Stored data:
○ ○ ○ ○

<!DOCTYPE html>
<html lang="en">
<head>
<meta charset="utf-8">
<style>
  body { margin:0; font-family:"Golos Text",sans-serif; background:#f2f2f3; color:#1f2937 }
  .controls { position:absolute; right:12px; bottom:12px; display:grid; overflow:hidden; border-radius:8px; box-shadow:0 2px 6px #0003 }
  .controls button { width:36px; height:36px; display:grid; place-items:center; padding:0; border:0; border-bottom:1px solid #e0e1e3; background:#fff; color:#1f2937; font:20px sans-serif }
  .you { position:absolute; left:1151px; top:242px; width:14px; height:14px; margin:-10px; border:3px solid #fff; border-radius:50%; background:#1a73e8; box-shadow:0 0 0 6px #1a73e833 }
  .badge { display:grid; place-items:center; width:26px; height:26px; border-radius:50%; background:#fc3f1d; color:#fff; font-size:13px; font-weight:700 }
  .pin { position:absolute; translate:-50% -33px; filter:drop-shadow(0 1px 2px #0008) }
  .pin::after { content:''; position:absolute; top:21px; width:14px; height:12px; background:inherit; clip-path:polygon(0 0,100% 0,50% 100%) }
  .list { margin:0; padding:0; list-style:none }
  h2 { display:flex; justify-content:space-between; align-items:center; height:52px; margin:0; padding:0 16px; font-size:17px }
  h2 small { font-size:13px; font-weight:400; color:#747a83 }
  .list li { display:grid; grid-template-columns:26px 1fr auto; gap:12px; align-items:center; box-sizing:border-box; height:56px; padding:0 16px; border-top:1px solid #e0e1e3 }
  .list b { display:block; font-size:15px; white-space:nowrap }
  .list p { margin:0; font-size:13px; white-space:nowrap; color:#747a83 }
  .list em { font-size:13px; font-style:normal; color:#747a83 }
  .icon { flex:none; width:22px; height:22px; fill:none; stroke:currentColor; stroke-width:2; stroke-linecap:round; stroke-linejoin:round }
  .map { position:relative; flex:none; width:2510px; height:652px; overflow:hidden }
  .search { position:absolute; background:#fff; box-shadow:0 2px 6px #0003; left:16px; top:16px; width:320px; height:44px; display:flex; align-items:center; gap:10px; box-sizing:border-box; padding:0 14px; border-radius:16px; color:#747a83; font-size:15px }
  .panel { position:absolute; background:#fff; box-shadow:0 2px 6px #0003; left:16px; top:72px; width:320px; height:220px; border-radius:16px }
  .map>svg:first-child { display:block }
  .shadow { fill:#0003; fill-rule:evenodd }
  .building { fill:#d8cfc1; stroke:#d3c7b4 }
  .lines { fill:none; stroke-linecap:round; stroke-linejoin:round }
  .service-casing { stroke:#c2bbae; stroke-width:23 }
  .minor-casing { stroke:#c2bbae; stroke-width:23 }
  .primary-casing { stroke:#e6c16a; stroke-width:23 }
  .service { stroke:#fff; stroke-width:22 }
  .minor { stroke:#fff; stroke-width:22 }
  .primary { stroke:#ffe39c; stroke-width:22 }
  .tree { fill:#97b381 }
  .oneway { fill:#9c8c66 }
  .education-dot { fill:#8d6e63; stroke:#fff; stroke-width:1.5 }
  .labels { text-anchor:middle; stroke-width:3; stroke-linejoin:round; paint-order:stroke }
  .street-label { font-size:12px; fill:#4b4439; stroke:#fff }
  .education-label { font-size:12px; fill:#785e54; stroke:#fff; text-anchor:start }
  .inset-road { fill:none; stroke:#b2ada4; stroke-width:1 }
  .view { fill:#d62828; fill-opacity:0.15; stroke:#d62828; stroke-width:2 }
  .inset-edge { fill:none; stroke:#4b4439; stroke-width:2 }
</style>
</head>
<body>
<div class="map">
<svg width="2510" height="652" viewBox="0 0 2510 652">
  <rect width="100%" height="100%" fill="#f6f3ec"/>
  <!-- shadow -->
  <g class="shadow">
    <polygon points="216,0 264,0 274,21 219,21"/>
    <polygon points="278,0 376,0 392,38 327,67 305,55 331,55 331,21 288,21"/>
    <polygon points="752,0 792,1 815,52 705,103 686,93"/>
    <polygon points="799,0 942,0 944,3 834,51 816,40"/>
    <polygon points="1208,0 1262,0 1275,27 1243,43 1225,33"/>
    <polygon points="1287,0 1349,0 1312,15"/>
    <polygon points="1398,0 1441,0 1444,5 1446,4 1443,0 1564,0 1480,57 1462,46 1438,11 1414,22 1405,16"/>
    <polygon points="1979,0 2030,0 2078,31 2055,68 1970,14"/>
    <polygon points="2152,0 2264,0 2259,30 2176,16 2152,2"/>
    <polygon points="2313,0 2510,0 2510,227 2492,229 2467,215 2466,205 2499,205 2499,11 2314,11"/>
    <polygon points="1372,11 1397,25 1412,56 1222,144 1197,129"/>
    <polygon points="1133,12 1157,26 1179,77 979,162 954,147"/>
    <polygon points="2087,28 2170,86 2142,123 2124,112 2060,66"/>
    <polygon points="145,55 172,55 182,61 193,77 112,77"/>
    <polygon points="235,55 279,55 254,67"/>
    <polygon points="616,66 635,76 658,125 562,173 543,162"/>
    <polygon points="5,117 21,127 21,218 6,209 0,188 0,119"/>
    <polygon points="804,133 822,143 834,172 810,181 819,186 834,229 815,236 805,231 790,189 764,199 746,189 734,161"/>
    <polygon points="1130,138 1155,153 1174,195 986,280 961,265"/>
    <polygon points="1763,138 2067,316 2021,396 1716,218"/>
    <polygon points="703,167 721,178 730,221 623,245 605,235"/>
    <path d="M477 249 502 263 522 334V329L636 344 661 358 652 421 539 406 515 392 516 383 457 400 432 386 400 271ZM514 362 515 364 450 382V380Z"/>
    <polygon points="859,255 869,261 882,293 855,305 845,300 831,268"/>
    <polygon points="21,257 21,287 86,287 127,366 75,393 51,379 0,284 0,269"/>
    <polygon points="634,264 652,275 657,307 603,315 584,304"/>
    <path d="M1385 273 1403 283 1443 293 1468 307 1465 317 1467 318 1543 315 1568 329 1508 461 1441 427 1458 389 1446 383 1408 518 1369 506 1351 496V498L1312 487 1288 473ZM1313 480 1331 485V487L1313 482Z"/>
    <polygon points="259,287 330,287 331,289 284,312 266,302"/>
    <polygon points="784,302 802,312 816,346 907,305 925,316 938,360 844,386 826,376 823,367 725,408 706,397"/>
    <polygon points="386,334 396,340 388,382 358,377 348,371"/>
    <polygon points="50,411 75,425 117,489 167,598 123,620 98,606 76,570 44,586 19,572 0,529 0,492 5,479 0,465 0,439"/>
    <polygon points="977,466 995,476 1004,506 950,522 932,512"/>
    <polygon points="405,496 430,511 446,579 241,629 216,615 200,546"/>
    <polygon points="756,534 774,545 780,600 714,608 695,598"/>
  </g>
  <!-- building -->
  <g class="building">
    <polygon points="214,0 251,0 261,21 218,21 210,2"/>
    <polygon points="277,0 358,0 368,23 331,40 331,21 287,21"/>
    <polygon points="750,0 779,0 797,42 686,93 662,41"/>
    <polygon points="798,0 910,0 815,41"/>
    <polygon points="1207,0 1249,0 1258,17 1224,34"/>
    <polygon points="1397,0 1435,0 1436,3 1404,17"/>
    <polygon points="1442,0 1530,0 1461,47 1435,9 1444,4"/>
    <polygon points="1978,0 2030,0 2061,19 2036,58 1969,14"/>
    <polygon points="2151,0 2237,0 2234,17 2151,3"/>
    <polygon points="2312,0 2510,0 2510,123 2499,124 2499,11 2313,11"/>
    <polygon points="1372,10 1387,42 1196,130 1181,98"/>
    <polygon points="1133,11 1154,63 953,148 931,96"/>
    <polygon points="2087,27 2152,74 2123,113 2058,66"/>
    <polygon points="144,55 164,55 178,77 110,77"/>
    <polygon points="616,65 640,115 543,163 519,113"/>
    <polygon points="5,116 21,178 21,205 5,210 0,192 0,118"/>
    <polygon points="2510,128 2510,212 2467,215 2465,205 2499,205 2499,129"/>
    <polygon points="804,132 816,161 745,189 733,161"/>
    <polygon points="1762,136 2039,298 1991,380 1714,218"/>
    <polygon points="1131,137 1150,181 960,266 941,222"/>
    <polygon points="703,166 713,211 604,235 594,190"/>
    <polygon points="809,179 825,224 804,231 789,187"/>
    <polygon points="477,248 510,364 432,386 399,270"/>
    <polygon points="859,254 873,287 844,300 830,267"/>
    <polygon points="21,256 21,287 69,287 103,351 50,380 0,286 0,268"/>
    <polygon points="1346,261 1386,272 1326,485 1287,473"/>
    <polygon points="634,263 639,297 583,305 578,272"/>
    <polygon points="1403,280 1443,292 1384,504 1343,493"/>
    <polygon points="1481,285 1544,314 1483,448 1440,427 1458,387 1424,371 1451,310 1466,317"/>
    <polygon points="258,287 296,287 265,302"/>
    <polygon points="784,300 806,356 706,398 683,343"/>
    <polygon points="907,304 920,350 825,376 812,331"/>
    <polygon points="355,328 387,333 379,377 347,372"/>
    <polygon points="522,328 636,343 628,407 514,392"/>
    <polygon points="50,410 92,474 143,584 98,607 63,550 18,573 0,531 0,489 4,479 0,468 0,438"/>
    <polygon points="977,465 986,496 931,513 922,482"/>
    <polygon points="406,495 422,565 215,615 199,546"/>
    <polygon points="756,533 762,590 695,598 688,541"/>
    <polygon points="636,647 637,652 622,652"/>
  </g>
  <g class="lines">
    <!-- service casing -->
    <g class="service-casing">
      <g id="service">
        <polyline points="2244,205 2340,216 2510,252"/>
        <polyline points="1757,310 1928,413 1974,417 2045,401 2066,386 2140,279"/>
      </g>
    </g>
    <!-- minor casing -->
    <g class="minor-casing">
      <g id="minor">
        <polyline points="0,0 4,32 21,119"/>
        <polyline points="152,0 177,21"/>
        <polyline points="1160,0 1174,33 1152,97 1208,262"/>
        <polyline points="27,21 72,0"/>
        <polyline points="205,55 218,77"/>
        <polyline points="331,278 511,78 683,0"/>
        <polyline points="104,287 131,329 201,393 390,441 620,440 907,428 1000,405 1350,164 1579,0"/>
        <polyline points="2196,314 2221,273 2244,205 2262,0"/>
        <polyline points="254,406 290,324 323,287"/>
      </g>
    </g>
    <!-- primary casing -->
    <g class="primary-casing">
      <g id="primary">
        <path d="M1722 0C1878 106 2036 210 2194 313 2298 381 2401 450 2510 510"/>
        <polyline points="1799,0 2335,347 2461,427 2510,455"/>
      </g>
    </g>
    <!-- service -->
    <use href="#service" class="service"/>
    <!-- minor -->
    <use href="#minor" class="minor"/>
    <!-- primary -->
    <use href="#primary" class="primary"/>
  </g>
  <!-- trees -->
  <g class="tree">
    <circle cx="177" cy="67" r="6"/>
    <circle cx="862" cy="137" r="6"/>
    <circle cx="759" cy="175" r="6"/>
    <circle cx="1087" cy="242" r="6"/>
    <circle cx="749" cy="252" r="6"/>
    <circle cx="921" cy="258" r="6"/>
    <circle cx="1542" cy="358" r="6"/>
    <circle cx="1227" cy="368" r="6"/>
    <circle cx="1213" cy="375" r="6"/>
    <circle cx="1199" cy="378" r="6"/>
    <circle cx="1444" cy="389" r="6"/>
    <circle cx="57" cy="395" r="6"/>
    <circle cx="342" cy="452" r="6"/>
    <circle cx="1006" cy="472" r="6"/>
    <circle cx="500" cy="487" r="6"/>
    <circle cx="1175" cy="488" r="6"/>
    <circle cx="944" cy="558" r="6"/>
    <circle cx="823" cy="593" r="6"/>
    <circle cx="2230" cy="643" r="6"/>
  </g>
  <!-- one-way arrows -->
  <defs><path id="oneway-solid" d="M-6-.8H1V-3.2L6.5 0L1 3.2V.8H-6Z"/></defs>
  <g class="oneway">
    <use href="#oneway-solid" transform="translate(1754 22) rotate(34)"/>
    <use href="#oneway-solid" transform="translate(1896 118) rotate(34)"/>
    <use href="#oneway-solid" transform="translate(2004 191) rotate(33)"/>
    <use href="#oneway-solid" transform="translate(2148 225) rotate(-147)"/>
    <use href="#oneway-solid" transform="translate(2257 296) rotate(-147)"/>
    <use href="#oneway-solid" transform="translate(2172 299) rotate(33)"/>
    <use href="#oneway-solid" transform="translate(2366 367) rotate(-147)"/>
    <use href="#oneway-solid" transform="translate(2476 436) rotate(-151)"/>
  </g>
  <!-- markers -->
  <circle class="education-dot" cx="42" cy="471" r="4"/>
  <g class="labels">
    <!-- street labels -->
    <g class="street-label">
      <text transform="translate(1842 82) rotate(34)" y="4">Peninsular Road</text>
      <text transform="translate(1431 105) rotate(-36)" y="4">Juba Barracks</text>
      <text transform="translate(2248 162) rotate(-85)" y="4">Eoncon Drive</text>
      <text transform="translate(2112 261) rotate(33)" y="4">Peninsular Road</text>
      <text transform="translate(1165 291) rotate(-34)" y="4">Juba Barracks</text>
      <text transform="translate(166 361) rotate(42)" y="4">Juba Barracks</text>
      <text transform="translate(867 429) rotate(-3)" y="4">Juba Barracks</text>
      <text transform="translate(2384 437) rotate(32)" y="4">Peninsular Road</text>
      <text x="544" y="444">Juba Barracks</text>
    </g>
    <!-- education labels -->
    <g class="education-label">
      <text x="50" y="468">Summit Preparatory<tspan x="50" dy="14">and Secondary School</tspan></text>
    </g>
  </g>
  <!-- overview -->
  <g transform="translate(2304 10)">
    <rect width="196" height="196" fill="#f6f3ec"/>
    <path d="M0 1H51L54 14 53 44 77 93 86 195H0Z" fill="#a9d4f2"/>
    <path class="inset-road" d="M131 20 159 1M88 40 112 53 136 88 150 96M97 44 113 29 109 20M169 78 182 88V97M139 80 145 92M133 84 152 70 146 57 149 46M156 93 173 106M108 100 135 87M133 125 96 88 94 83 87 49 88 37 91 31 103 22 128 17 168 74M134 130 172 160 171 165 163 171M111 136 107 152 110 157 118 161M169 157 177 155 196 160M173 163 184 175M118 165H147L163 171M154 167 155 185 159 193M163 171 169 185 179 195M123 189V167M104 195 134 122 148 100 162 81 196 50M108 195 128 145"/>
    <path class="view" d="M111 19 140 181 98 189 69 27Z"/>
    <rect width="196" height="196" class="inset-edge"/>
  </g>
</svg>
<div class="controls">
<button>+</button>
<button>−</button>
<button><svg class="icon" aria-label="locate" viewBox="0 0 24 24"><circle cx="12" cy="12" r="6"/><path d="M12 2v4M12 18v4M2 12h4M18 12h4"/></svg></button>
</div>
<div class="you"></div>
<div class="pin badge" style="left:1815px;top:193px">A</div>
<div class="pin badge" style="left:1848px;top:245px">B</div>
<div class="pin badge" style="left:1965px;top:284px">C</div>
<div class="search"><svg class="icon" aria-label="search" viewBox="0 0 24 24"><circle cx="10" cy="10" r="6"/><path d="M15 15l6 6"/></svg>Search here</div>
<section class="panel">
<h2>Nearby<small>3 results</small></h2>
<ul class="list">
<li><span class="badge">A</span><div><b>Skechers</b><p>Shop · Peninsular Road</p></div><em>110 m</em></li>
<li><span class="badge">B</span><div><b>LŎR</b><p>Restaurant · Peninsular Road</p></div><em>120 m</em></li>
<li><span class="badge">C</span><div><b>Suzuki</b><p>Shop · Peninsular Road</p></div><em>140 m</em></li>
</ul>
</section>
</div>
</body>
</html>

○ ○ ○ ○

EXERCISE INSTRUCTIONS
Show the lines of the records that contain the word "nowrap".

RESPONSE TO THE EXERCISE
  .list b { display:block; font-size:15px; white-space:nowrap }
  .list p { margin:0; font-size:13px; white-space:nowrap; color:#747a83 }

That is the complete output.